Il sorpasso maturato ieri ha un significato enorme: nella storia di questa stagione il passato juventino di Conte è condizionante, qualcosa che lega e insieme oppone le due realtà. Un significato e un valore superiori al presente di Sarri e Ronaldo. Sarri ha peraltro ragione quando afferma che Ronaldo non è come gli altri: soltanto Messi, oggi, può essere paragonato al portoghese. E per un tecnico che deve gestire un’azienda individuale da oltre 100 milioni di dollari l’anno il compito è al tempo stesso semplice e complicatissimo. Complicatissimo quando l’azienda mostra le prime difficoltà: sono convinto che contro il Sassuolo lo avrebbe volentieri sostituito lasciando in campo Higuain, ma a dicembre una decisione del genere gli è permessa una volta, non due, poiché il bravo manager deve (e sa) soffrire oggi per poter godere domani.
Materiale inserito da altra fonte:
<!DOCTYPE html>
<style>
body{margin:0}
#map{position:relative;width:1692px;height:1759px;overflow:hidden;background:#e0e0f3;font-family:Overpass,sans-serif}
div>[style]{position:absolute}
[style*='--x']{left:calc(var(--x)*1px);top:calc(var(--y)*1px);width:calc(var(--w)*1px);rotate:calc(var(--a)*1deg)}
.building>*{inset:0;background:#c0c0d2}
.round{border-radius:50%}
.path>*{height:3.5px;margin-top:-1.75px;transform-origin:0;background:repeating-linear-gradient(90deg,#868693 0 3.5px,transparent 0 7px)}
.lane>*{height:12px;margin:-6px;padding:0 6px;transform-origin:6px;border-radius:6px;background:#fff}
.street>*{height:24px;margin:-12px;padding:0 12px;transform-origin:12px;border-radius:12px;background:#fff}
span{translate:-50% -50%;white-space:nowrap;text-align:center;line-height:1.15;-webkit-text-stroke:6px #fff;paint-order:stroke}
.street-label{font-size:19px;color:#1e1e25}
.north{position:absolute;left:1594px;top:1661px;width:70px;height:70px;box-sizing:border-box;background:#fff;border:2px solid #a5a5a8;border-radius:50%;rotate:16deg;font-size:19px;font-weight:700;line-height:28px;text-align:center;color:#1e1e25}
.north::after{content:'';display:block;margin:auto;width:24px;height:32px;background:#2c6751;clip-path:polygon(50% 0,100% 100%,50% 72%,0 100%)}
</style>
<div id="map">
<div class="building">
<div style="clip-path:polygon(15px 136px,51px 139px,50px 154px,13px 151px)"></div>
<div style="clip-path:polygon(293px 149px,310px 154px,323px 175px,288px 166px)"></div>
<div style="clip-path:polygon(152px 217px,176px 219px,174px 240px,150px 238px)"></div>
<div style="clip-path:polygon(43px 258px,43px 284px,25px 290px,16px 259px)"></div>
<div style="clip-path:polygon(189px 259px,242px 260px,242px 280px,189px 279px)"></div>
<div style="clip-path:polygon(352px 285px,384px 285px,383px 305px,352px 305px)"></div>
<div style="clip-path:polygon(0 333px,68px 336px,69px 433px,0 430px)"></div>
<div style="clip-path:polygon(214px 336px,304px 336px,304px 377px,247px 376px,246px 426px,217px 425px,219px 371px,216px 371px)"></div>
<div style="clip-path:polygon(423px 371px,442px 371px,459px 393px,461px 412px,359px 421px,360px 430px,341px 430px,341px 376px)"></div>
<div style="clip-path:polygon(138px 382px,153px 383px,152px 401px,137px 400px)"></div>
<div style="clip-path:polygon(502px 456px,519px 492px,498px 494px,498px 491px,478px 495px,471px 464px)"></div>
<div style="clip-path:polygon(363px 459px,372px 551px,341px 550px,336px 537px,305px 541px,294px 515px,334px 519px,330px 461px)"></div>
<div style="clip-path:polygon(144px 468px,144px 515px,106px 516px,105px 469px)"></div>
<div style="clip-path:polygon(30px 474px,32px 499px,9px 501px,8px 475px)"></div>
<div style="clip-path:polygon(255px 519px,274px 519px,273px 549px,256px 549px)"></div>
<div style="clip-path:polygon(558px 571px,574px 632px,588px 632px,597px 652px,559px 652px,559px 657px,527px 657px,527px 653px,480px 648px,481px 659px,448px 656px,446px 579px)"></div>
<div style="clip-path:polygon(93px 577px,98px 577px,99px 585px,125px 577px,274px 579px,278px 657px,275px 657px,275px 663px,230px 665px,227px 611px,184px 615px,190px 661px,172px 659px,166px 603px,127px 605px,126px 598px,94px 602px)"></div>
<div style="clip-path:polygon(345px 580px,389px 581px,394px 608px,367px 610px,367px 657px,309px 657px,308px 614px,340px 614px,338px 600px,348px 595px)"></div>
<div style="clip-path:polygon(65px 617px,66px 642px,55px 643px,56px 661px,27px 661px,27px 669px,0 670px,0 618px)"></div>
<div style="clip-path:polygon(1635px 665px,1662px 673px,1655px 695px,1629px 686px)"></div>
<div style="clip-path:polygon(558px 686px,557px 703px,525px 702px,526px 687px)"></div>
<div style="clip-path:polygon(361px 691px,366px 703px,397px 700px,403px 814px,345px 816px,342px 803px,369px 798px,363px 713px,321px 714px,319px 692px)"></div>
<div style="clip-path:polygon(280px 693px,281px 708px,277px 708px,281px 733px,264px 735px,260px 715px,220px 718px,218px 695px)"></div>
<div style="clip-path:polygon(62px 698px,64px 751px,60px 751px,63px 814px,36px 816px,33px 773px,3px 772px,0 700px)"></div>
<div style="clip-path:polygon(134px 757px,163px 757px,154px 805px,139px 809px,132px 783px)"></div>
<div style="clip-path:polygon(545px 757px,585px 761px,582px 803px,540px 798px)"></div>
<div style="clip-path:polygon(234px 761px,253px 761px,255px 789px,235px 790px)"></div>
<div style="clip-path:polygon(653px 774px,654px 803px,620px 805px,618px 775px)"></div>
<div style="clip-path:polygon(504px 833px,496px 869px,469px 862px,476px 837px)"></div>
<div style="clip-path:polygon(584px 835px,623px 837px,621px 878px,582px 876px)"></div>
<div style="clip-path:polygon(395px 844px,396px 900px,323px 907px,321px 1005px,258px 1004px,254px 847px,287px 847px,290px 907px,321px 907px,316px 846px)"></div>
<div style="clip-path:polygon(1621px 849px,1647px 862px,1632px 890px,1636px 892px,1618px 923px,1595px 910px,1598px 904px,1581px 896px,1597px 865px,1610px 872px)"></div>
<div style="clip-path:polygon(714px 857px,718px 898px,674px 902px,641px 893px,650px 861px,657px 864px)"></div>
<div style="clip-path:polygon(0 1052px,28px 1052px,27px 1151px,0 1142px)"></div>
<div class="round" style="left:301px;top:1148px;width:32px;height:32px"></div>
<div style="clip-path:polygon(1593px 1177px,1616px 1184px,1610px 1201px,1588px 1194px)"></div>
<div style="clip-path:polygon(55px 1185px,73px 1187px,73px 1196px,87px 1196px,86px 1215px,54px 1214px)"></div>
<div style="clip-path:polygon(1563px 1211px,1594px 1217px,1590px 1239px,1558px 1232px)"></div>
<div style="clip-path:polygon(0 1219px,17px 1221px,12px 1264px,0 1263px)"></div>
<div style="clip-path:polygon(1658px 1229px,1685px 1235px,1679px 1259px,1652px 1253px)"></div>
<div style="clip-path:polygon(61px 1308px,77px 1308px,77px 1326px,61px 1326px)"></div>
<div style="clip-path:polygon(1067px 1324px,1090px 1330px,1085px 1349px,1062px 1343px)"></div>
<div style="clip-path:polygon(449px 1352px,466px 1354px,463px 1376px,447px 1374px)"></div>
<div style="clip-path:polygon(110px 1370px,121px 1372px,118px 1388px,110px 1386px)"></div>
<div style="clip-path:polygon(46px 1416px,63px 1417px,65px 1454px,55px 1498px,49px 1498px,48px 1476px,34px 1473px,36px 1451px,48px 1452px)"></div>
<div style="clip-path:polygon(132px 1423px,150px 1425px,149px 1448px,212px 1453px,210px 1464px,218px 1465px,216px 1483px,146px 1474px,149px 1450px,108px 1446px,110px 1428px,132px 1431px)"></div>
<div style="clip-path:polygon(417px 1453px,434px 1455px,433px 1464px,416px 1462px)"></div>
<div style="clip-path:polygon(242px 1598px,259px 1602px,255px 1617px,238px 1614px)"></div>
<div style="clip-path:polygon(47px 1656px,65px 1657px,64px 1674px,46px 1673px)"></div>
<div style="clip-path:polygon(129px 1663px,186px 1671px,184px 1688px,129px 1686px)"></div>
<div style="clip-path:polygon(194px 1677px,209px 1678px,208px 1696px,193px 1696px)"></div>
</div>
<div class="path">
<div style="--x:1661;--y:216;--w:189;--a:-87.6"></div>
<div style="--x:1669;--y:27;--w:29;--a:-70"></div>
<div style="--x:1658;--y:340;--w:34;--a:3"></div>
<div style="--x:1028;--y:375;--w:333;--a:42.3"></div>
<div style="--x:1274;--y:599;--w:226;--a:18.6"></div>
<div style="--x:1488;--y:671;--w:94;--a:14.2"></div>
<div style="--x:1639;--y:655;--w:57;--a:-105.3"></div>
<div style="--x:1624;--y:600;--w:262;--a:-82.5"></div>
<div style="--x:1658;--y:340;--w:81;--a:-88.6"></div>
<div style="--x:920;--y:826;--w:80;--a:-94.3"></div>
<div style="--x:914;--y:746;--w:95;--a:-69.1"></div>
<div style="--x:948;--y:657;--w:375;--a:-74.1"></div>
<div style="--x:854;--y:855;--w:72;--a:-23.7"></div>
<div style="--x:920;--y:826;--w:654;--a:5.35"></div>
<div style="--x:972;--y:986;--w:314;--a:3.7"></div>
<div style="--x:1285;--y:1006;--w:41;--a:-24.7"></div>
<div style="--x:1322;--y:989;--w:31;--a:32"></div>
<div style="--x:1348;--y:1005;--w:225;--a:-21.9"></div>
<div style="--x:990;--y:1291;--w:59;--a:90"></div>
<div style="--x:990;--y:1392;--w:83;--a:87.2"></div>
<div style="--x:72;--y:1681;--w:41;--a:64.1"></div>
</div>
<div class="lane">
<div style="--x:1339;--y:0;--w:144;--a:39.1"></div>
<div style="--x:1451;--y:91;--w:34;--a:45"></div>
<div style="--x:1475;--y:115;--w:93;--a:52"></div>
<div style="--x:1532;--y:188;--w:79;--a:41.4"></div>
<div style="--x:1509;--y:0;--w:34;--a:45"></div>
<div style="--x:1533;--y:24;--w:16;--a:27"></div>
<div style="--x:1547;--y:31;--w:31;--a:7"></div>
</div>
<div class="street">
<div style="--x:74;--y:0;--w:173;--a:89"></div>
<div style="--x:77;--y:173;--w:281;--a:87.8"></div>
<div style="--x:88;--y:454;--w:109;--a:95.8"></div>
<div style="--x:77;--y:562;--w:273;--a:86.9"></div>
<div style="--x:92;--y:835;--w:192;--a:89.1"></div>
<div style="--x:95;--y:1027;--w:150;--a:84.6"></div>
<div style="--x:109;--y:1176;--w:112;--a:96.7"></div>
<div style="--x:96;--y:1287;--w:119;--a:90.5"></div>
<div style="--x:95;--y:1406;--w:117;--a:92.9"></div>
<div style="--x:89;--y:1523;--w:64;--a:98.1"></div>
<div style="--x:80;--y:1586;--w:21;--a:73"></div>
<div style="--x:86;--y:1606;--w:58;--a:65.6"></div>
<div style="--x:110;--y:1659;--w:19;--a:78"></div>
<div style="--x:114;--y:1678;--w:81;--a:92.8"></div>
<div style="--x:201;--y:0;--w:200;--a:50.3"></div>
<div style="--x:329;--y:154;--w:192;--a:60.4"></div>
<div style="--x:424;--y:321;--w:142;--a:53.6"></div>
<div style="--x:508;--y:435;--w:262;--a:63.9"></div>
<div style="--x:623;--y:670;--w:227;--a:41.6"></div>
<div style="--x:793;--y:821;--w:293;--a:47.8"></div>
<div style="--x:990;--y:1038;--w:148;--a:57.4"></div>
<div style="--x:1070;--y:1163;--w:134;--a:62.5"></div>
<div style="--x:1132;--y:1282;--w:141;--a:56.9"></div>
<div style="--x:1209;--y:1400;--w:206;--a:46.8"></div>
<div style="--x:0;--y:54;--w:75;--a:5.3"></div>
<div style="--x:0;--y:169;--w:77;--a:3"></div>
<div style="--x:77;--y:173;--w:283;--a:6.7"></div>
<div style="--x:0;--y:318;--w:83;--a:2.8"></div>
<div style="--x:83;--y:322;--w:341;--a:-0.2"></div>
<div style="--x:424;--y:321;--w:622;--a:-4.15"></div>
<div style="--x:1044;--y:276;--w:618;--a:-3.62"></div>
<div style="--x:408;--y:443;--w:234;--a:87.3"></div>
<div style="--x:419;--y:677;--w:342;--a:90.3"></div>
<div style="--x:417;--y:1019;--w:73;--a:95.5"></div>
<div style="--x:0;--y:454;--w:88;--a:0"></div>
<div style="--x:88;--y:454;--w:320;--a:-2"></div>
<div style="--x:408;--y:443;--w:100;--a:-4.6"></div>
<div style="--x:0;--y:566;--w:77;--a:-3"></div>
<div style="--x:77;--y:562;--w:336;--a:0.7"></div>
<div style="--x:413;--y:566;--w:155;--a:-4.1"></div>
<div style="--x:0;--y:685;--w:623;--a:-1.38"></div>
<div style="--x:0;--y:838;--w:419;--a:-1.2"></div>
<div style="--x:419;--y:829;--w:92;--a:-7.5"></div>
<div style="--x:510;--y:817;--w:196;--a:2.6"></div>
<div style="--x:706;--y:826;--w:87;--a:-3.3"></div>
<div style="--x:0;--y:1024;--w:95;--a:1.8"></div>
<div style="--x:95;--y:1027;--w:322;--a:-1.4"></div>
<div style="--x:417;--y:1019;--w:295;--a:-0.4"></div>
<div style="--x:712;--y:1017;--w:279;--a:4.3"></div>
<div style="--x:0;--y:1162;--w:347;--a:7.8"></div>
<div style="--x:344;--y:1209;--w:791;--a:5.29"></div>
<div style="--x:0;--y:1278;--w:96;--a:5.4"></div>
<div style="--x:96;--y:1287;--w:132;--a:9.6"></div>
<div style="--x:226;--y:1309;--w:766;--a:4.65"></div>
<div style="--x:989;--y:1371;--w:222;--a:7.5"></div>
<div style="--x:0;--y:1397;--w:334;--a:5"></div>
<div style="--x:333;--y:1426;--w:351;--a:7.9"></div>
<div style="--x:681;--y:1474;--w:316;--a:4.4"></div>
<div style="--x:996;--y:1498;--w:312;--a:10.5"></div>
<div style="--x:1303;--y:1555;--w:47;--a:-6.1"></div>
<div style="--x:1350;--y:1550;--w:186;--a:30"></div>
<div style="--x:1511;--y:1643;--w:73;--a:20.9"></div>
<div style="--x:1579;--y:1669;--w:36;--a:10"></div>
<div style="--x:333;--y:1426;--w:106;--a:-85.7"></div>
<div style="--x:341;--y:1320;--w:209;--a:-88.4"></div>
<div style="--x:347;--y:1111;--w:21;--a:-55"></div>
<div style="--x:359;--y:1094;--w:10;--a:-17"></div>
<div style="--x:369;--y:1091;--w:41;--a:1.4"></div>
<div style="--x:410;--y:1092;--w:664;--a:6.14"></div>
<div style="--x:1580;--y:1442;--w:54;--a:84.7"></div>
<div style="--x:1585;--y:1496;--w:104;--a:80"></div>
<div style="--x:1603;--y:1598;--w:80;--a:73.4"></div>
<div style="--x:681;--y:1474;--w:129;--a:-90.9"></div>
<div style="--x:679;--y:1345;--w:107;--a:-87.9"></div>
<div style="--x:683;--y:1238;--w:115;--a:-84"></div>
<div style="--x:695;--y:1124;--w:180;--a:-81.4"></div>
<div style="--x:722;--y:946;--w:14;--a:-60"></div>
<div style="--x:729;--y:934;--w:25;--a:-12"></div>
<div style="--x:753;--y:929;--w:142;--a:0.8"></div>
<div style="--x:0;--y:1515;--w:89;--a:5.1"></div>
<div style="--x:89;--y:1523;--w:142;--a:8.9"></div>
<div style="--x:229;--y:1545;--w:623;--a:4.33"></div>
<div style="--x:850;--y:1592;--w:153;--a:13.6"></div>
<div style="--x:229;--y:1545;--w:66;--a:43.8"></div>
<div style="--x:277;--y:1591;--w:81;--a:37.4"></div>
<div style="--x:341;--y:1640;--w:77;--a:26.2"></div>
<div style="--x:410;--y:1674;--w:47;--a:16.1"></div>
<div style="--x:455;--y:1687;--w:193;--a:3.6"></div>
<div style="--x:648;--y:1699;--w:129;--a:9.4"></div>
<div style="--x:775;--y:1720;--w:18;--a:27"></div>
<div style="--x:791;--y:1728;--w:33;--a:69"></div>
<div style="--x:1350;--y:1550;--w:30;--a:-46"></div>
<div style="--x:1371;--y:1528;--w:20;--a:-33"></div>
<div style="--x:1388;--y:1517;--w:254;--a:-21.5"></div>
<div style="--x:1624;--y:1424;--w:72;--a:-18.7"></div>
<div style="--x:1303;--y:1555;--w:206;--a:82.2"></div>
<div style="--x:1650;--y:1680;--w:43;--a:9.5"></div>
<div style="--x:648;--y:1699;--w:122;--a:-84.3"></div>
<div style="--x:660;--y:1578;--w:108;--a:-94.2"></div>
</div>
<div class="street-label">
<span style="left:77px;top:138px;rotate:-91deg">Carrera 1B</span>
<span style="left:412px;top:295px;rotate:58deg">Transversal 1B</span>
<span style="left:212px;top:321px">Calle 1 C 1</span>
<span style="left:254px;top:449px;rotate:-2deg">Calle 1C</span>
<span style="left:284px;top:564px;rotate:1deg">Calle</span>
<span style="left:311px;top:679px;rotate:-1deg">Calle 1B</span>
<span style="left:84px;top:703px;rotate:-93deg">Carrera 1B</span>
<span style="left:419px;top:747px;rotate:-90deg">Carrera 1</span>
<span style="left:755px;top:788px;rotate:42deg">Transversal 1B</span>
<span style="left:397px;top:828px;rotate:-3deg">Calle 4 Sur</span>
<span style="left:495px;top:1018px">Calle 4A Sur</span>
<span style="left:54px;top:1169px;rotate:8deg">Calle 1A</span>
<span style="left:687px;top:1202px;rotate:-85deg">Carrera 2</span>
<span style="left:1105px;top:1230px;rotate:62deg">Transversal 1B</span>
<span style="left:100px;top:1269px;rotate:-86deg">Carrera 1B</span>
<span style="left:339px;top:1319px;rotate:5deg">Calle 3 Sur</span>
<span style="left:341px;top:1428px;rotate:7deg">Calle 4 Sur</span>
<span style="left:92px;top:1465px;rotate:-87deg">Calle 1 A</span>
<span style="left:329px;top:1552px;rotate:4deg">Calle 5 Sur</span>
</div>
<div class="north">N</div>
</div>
L’Inter davanti alla Juve. E di segreti da svelare ce n’è pochi. Se non una certa propensione di Sarri a farsi fottere punti da squadre minori. Al Sassuolo non è riuscito quel che è riuscito al Napoli con il suicidio di Koulibaly: perdere una partita che meritava di vincere. Perché Juve-Napoli era un impasto di emozioni mediatiche; mentre Sarri ha accettato la sfida di De Zerbi, l’ha quasi gradita poiché Roberto parla la sua lingua, e l’ha sostanzialmente persa perché non gode della stessa libertà. E non può permettersi leggerezze. La chiave di lettura della sfida Inter-Juve è in fondo questa. La libertà. Nonostante i due Cesari con i quali deve condividere il lavoro, lasciandogli scomode responsabilità gestionali, Conte ha un vantaggio forse decisivo: la libertà.